Si chiama neofobia ed è una tappa evolutiva che si collega alla “fase dei no” . Capire le cause dei disturbi alimentari nei più piccini
Fino a ieri abbiamo creduto che i nostri figli, impossibili a tavola, fossero sono piccoli viziati. Poi abbiamo sentito quella parola – neofobia – e abbiamo capito che dietro al rifiuto di provare cibi nuovi esiste una vera paura che ha anche basi biologiche.
La neofobia si manifesta nell’età in cui il bimbo comincia a muoversi autonomamente, a partire dai 18 mesi. L’istinto lo difende dall’ingestione di alimenti tossici o nocivi, facendogli provare riluttanza a mettere in bocca cose nuove.
Spesso la neofobia si manifesta nei primi ingressi a scuola e con l’incontro della refezione scolastico, anche laddove il cibo è fresco e di ottima qualità. Il risultato è bambini con una dieta monotematica che non manifestano curiosità per alcun tipo di cibo, dal dolce al salato, escludendo a priori moltissime forme di verdura, frutta e legumi.
La neofobia e la fase dei no
Il primo passo da fare è rendersi conto della gravità del problema, interrogandosi sulle reali capacità di farsi carico delle possibili soluzioni.

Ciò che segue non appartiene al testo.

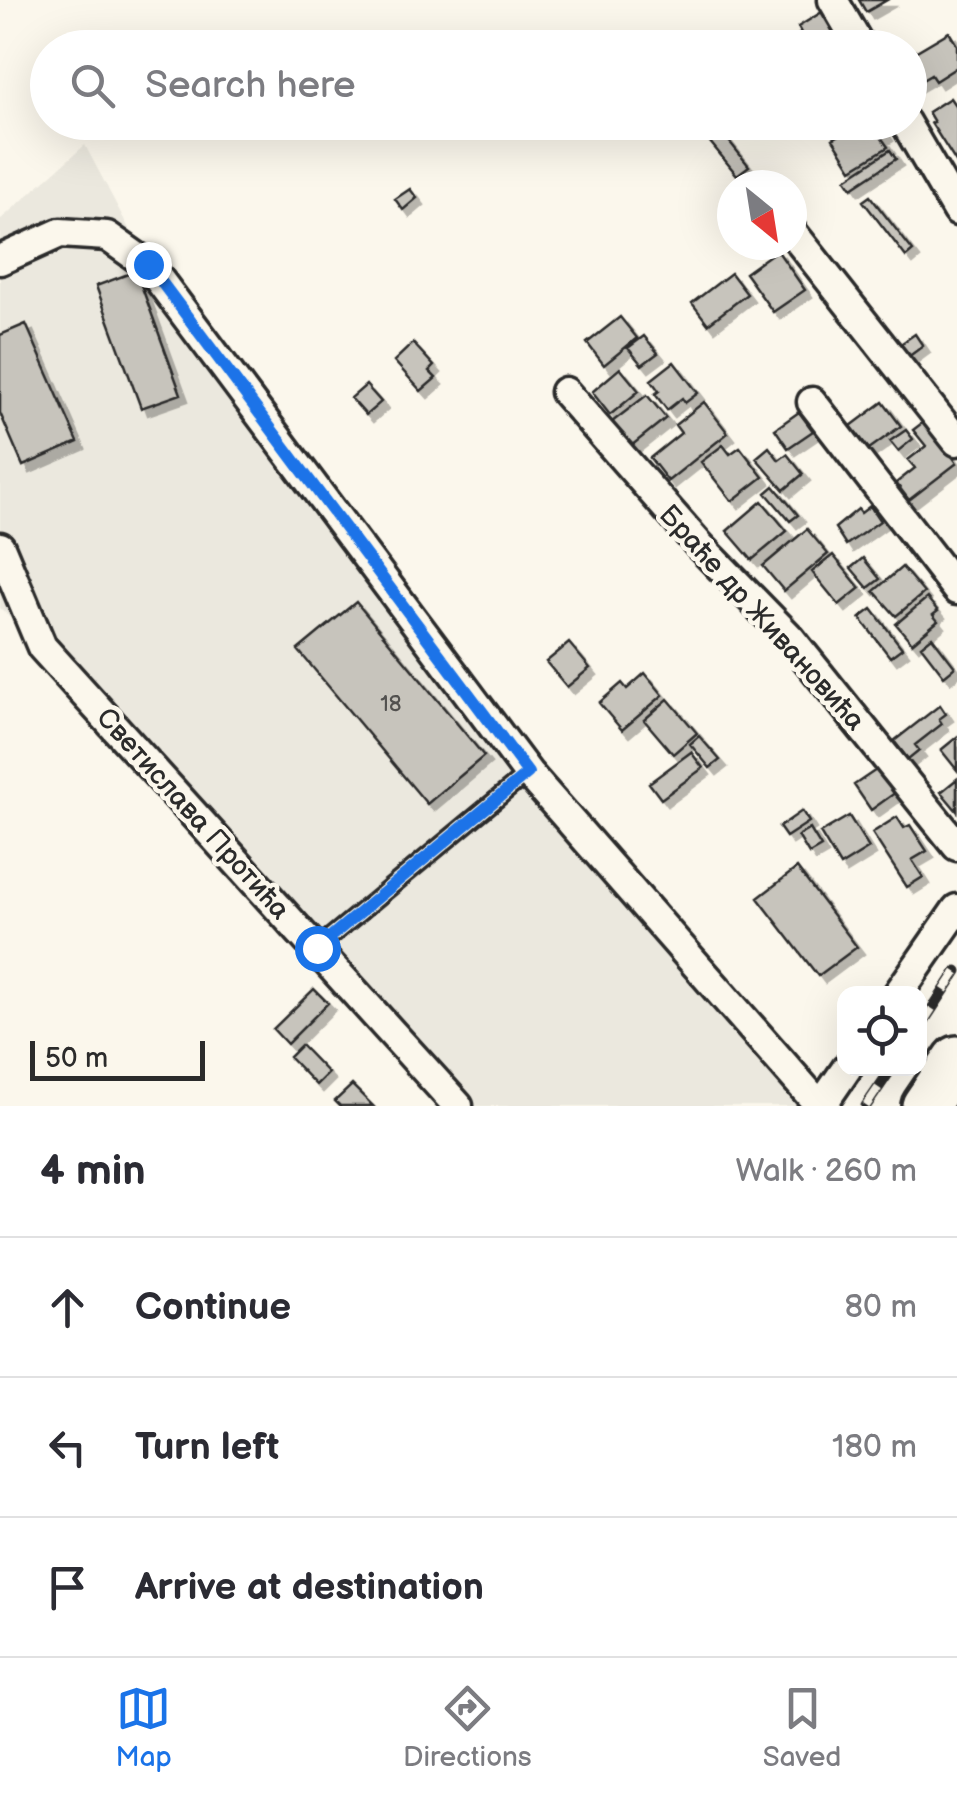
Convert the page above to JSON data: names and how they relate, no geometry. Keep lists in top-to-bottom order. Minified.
{"streets":{"street":["Браће др Живановића","Светислава Протића"]},"house_numbers":["18"],"scale_bar":"50 m","north":"bottom right","page":{"search":"Search here","scale":"50 m","heading":["4 min","Walk · 260 m"],"list":[["Continue","80 m"],["Turn left","180 m"],"Arrive at destination"],"nav":["Map","Directions","Saved"]}}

Non è facile gestire le difficoltà e non mandare messaggi contraddittori. Nessun genitore riesce a dire “non è un problema se non vuoi mangiare” quando in realtà ha nel cuore la paura che il proprio bimbo deperisca o cresca male.
In più, nella cultura italiana il rapporto tra il cibo e i figli risulta spesso faticoso da gestire e rischia di caricare i genitori dei sensi di colpa.

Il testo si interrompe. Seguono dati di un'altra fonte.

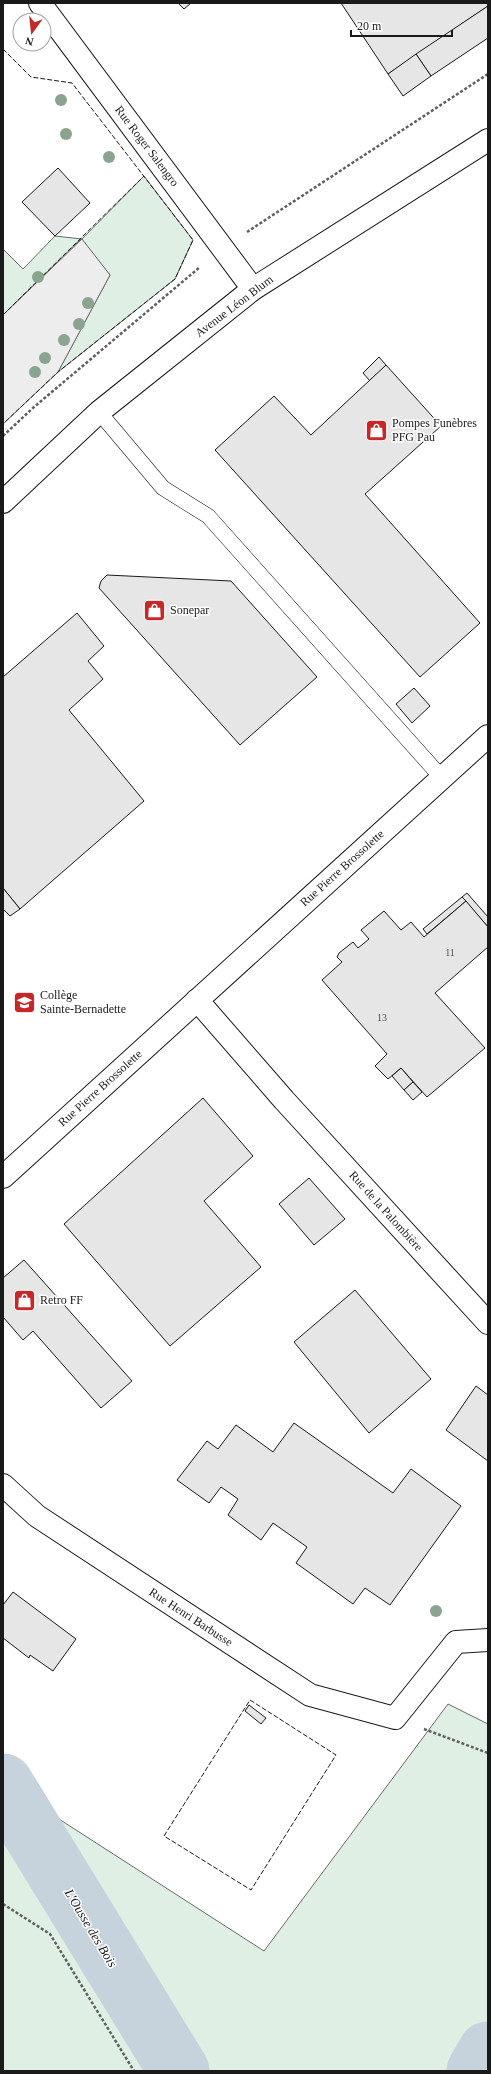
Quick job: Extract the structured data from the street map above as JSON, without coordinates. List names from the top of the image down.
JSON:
{
  "streets": {
    "street": [
      "Rue Roger Salengro",
      "Avenue Léon Blum",
      "Rue Pierre Brossolette",
      "Rue de la Palombière",
      "Rue Henri Barbusse"
    ]
  },
  "crossings": [
    ["Rue Roger Salengro", "Avenue Léon Blum"],
    ["Rue Pierre Brossolette", "Rue de la Palombière"]
  ],
  "water": ["L'Ousse des Bois"],
  "places": {
    "shop": ["Pompes Funèbres PFG Pau", "Sonepar", "Retro FF"],
    "school or university": ["Collège Sainte-Bernadette"]
  },
  "house_numbers": ["11", "13"],
  "scale_bar": "20 m",
  "north": "bottom"
}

Se i bambini iniziano a rifiutare cibi nuovi, probabilmente sono entrati nella fase del no, una fase di età che presenta la criticità del “no” anche di fronte a situazioni, persone e oggetti sconosciuti. Non c’è da avere paura: rientra nella normalità.
Il rifiuto del cibo indica una difficoltà nascosta
La fase del no tende a diminuire con la crescita e l’accesso a nuove tappe di sviluppo. Alcune tappe tuttavia, come l’ingresso alla scuola materna, mettono il bambino di fronte a una serie di cambiamenti ancora più grandi.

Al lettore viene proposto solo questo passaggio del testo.